Resource Request for HPC Deployment Automation for AI/HPC systems (Faculty/Junior Researcher Collaboration Opportunity)

Resource Request for HPC Deployment Automation for AI/HPC systems

PI: Gary Skouson (ICDS)

Apply as Junior Researcher 

Plan for funding tuition for graduate students, or the remainder of the researcher’s salary for postdoc and research faculty: No plan

Purpose:

The ICDS Systems Engineering team is looking for assistance to develop and/or improve system deployment automation for the ICDS AI and HPC systems. We aim to continue following DevOps practices to implement infrastructure as code processes to deploy AI and computational resources for our research computing and data storage platforms.

Background:

ICDS currently utilizes xCAT in deploying system resources. With IBM’s exit from supporting and developing xCAT, we’re looking at other options for current and future AI/HPC and cloud systems deployments. Some example software that may meet our needs could include options like Lenovo’s Confluent system, open source warewulf or openstack ironic/bifrost. It could also include other emerging systems like openChami.

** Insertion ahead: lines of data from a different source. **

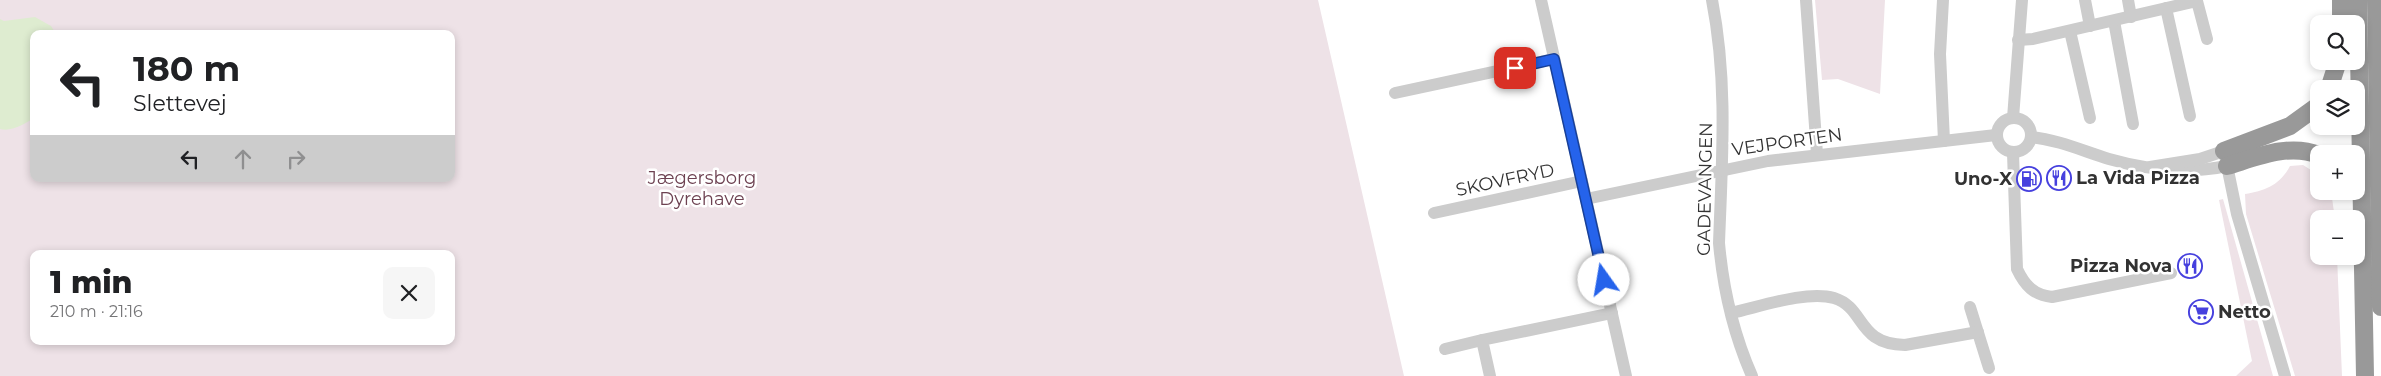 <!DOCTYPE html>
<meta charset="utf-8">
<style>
:root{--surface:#fff;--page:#f6f6f6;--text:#202124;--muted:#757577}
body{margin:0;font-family:Montserrat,sans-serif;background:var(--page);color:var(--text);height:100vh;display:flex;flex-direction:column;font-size:19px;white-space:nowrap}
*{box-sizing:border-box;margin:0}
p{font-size:16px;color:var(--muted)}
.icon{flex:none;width:28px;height:28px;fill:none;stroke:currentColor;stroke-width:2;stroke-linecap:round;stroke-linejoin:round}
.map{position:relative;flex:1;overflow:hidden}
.drawer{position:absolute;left:30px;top:250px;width:425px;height:95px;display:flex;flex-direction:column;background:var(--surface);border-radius:10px;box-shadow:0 2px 8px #0003}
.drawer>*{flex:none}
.guide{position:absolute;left:30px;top:30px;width:425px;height:152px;border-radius:10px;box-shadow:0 2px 8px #0003;background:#fff;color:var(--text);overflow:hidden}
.controls{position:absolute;left:2310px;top:15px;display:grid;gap:10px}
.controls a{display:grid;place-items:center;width:55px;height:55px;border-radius:10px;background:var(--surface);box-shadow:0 2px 8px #0003;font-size:25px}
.pin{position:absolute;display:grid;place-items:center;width:42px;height:42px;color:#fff;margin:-21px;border-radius:10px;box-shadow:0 2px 8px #0006}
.me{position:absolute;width:55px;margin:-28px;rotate:347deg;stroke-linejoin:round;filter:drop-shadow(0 0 4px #0008)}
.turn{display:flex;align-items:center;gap:18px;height:105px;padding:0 20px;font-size:22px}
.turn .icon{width:65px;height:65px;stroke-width:2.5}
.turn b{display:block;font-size:35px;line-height:42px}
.lanes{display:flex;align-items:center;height:48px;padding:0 20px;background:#0003;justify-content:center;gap:25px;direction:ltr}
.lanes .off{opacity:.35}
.round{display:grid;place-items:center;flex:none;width:52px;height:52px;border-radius:10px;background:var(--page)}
.summary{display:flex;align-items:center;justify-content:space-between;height:85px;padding:0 20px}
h1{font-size:30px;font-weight:800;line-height:38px}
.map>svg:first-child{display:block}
.green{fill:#eee2e7;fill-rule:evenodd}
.water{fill:#deecd0}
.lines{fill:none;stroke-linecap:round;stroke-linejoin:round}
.minor{stroke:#ccc;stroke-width:12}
.highway{stroke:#999;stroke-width:18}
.route-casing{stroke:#184099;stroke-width:12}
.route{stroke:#2563eb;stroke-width:9}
.labels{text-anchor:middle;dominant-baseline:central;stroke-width:5;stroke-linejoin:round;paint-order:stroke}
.street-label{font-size:18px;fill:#323232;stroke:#fff}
.park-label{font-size:18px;fill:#6d4151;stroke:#fff}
.poi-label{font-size:18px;font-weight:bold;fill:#323232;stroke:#fff;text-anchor:start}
</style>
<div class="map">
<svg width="2381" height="376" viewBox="0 0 2381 376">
<rect width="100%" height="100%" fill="#fff"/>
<g class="green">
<path d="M0,0H1318L1404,376H0ZM34,34H451V179H34ZM34,254H451V341H34Z"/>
<path d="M1815,0H1885L1880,94L1838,79L1822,80Z"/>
<path d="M2303,165L2319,175V191H2331L2335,219H2319V256H2337L2342,376H2295L2246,214L2245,194C2265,191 2280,185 2290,166Z"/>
<path d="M2223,199L2273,376H2236L2252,361L2219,200Z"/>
</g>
<path class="water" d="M35,17L51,26L56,34H34V118C24,124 12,132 0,129V19L4,21Z"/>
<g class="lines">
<g class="minor">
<path d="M1541,0L1626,376"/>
<path d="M1712,0C1728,81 1722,161 1719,243C1723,288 1734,335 1752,376"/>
<path d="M1806,0L1817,154"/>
<path d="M1943,0L1940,54L1944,141"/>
<path d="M2085,0L2090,26"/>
<path d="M2128,0L2131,17"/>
<path d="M2166,8L2190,116"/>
<path d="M2114,21L2133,124"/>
<path d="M2070,31L2090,118"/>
<path d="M2018,40L2033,39L2197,1L2207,39"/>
<path d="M1395,93L1554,59"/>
<circle cx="2014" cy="135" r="17"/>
<path d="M2013,118L2022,0"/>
<path d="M2031,137C2059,140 2083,151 2109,159C2147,170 2188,174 2227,166"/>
<path d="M2013,153L2017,269C2025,286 2034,295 2052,297L2171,273"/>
<path d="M2150,167L2200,159L2224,151L2237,214L2285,376"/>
<path d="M1586,199L1768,161L1996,135"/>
<path d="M1434,213L1582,181"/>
<path d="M1970,307L1989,368"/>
<path d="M1731,313C1759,307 1807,290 1834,298C1866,308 1856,344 1905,345L1978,332"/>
<path d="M1445,349L1482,340"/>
<path d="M1490,376L1482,340L1612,313"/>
</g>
<g class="highway">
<path d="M2358,0L2365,376"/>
<path d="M2376,0L2381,307"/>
<path d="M2341,24V0"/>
<path d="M2329,89L2338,61"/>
<path d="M2224,151L2290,126L2319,105"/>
<path d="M2227,166C2257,157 2289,143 2319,155"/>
</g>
</g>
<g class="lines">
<defs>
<path id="route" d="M1515,68L1554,59L1604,280"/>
</defs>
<use href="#route" class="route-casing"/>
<use href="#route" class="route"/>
</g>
<defs>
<symbol id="restaurant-ring" viewBox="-11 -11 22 22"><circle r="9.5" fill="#fff" stroke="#4640de" stroke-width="1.5"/><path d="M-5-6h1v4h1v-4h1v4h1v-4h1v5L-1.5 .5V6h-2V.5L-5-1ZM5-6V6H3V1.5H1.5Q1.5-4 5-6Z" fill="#4640de"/></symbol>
<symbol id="fuel-ring" viewBox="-11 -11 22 22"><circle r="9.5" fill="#fff" stroke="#4640de" stroke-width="1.5"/><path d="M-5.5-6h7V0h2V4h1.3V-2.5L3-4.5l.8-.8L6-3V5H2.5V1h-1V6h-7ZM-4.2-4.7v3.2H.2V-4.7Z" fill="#4640de"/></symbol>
<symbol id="supermarket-ring" viewBox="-11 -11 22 22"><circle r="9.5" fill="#fff" stroke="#4640de" stroke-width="1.5"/><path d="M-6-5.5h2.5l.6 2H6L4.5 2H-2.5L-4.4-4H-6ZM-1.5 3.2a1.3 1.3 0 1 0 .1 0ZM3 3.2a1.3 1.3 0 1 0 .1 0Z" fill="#4640de"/></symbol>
</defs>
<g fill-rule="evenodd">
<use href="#restaurant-ring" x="2045" y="164" width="28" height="28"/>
<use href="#fuel-ring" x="2015" y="165" width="28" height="28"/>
<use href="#restaurant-ring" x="2176" y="252" width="28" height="28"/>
<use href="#supermarket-ring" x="2187" y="298" width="28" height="28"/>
</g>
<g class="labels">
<g class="street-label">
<text transform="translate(1787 142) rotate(-8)">VEJPORTEN</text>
<text transform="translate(1505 180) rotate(-12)">SKOVFRYD</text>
<text transform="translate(1705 189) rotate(-89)">GADEVANGEN</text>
</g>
<g class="park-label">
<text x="702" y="178">Jægersborg<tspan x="702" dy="21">Dyrehave</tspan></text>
</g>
<g class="poi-label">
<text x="2076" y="178">La Vida Pizza</text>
<text x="2012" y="179" text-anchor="end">Uno-X</text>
<text x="2172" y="266" text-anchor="end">Pizza Nova</text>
<text x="2218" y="312">Netto</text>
</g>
</g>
</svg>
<div class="controls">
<a><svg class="icon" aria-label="search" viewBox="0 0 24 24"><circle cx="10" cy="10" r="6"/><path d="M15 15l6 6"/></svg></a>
<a><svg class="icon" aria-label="layers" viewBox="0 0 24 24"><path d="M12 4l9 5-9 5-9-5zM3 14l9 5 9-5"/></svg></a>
<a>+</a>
<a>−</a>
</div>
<div class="pin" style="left:1515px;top:68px;background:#d93025"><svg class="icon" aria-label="arrive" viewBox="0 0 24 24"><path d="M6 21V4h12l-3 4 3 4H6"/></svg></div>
<svg class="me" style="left:1604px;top:280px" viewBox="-20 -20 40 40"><circle r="19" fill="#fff"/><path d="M0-13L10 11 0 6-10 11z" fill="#2563eb"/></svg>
<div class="guide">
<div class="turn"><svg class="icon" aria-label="left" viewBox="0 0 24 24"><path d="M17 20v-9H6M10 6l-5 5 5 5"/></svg><div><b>180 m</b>Slettevej</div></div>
<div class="lanes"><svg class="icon" aria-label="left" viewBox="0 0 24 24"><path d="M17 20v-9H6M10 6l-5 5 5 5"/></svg><svg class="icon off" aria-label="ahead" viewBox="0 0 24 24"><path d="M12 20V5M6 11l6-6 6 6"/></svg><svg class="icon off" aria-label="right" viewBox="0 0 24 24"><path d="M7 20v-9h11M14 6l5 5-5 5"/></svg></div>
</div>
<section class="drawer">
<div class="summary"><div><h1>1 min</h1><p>210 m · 21:16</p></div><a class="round"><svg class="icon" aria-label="close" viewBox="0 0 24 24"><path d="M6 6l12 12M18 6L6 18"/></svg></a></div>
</section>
</div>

Project Scope and Deliverables

Work with technical staff in using, configuring and comparing different options for system deployment for new systems

People Resource Request

One Junior Researcher for Fall 2025 and Spring 2026

The project will include time working with other ICDS technical staff. While not essential initially, the following skills will be helpful in participating fully:

 Linux command-line and systems experience

 Linux scripting experience (Bash, Python, etc.)

 Version control experience using git as part of DevOps, or developing CI/CD (continuous integration/continuous development) systems.

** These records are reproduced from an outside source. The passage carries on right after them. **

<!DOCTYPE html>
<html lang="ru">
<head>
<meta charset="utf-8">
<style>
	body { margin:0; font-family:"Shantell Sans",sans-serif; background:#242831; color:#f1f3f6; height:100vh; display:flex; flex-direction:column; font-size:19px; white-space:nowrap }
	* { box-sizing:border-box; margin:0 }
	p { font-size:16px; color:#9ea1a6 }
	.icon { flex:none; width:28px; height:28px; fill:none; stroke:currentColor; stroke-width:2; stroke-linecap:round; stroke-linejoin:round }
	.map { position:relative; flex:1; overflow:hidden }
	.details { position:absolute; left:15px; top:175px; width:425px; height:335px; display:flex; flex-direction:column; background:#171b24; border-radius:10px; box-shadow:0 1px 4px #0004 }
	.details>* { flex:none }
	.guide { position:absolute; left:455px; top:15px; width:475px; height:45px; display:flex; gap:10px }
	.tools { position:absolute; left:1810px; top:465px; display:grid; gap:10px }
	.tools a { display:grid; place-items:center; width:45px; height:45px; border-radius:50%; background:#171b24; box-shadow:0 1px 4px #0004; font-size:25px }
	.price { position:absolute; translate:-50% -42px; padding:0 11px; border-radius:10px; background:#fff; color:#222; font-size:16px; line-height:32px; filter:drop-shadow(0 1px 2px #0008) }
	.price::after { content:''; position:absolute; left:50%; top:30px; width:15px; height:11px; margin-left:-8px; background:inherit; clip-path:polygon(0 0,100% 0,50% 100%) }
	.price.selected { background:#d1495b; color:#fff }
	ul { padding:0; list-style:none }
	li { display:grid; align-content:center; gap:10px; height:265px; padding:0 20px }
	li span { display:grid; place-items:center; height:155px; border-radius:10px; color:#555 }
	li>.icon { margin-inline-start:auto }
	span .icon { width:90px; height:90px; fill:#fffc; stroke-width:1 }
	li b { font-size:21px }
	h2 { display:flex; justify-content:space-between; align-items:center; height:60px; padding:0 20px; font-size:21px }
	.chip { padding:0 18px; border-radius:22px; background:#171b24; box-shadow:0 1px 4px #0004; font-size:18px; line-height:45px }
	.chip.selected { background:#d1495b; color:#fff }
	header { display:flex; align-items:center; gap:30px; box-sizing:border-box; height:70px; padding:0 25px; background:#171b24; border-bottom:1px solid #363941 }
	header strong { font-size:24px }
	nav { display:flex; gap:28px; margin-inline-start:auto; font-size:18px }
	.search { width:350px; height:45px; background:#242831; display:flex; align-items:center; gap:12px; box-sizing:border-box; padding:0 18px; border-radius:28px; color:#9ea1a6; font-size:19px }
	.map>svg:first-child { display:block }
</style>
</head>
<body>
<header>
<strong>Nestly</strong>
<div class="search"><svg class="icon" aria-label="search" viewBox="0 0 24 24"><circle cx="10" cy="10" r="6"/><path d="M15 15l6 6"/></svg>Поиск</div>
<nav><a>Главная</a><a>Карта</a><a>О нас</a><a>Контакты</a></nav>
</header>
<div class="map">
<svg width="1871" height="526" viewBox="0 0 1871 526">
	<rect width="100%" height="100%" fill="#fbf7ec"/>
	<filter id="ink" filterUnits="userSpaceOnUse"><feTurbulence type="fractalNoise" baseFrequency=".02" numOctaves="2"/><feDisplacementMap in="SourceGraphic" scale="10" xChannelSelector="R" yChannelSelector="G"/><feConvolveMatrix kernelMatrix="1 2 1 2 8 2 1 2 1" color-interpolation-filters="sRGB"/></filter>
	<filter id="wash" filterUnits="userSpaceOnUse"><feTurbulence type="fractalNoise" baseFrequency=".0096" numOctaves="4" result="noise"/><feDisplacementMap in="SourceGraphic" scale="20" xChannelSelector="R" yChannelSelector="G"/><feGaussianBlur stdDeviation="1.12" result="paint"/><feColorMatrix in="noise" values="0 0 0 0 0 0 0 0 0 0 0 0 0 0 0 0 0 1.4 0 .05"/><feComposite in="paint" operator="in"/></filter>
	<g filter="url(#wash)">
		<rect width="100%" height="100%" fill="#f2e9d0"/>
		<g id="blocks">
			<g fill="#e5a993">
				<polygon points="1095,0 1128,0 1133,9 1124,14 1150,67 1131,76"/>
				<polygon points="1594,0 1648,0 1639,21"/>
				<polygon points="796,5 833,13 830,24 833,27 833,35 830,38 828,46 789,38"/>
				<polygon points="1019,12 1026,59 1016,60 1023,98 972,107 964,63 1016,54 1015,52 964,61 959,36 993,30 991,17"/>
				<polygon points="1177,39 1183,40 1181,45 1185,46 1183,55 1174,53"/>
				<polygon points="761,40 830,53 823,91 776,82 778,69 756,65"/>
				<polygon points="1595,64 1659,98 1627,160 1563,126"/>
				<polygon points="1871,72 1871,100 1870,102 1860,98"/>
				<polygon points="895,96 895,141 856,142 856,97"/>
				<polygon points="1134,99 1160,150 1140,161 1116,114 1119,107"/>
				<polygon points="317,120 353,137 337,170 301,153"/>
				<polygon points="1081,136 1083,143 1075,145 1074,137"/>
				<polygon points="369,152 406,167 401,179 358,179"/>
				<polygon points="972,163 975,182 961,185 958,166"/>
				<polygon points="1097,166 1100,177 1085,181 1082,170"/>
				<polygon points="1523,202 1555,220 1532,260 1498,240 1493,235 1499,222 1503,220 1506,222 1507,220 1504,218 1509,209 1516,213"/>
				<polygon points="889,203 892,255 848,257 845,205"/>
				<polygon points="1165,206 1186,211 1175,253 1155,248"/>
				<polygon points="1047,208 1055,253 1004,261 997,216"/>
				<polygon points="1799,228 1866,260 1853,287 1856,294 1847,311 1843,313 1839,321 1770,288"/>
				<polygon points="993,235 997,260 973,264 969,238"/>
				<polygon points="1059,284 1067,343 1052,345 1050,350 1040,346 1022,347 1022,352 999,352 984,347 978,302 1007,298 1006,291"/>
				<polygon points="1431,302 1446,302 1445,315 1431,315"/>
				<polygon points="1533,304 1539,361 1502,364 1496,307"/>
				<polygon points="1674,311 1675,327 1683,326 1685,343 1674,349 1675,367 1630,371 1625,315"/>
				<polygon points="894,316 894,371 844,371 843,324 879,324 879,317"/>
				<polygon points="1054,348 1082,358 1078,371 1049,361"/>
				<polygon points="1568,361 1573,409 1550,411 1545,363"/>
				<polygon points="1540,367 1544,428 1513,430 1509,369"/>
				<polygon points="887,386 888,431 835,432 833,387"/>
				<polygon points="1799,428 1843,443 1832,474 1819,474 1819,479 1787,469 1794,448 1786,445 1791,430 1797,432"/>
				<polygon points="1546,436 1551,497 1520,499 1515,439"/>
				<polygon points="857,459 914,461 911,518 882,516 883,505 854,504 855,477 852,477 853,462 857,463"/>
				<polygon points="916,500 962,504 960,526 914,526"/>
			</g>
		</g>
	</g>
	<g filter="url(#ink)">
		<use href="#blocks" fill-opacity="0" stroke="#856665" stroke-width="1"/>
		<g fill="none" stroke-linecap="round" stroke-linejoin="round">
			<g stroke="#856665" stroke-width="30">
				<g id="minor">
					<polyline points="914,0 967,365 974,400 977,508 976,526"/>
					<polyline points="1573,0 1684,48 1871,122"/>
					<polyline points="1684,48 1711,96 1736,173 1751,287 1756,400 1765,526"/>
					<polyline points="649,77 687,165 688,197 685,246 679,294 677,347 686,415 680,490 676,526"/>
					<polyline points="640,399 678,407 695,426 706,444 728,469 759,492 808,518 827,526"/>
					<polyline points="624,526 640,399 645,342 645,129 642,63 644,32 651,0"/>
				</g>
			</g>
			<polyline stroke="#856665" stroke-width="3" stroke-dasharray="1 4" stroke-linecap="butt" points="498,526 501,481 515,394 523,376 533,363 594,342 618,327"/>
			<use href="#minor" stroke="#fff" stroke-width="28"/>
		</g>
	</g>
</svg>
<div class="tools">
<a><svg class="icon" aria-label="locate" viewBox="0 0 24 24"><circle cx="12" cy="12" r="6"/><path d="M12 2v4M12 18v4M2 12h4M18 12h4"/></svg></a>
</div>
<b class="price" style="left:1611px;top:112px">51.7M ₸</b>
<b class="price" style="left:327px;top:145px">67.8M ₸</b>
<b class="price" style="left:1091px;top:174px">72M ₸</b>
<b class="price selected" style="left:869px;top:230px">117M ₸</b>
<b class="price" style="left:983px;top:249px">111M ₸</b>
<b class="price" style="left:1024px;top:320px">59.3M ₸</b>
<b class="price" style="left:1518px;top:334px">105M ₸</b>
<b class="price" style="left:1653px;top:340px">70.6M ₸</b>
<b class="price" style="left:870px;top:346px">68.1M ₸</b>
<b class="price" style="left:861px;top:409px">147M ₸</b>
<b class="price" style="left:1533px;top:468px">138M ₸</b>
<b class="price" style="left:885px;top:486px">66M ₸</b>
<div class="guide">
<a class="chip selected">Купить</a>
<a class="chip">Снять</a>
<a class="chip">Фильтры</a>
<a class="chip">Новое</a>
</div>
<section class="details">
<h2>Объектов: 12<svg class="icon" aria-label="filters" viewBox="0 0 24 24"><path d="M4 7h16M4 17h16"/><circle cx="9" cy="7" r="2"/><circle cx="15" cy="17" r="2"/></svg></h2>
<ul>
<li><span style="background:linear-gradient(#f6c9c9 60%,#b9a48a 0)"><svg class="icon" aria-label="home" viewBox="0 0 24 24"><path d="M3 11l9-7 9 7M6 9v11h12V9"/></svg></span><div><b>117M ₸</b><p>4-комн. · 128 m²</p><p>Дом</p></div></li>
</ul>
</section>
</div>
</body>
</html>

 Comfortable learning depolyment systems, including out of band management (BMC, IPMI, iDRAC, etc.), network boot protocols (DHCP/PXE etc.)

 It could also be beneficial to have experience building linux images or containers with image build tools like builah or other tools.

 Experience configuring or deploying cloud like environments like openstack, or kubernettes.

Justification

Additional support is needed to ensure consistent testing of multiple options

Expected Outcomes

 Comparison of pro/con lists for various options for future ICDS system depoluments

 Pilot setup for system deployment

 Options for converting what we have to proposed new system.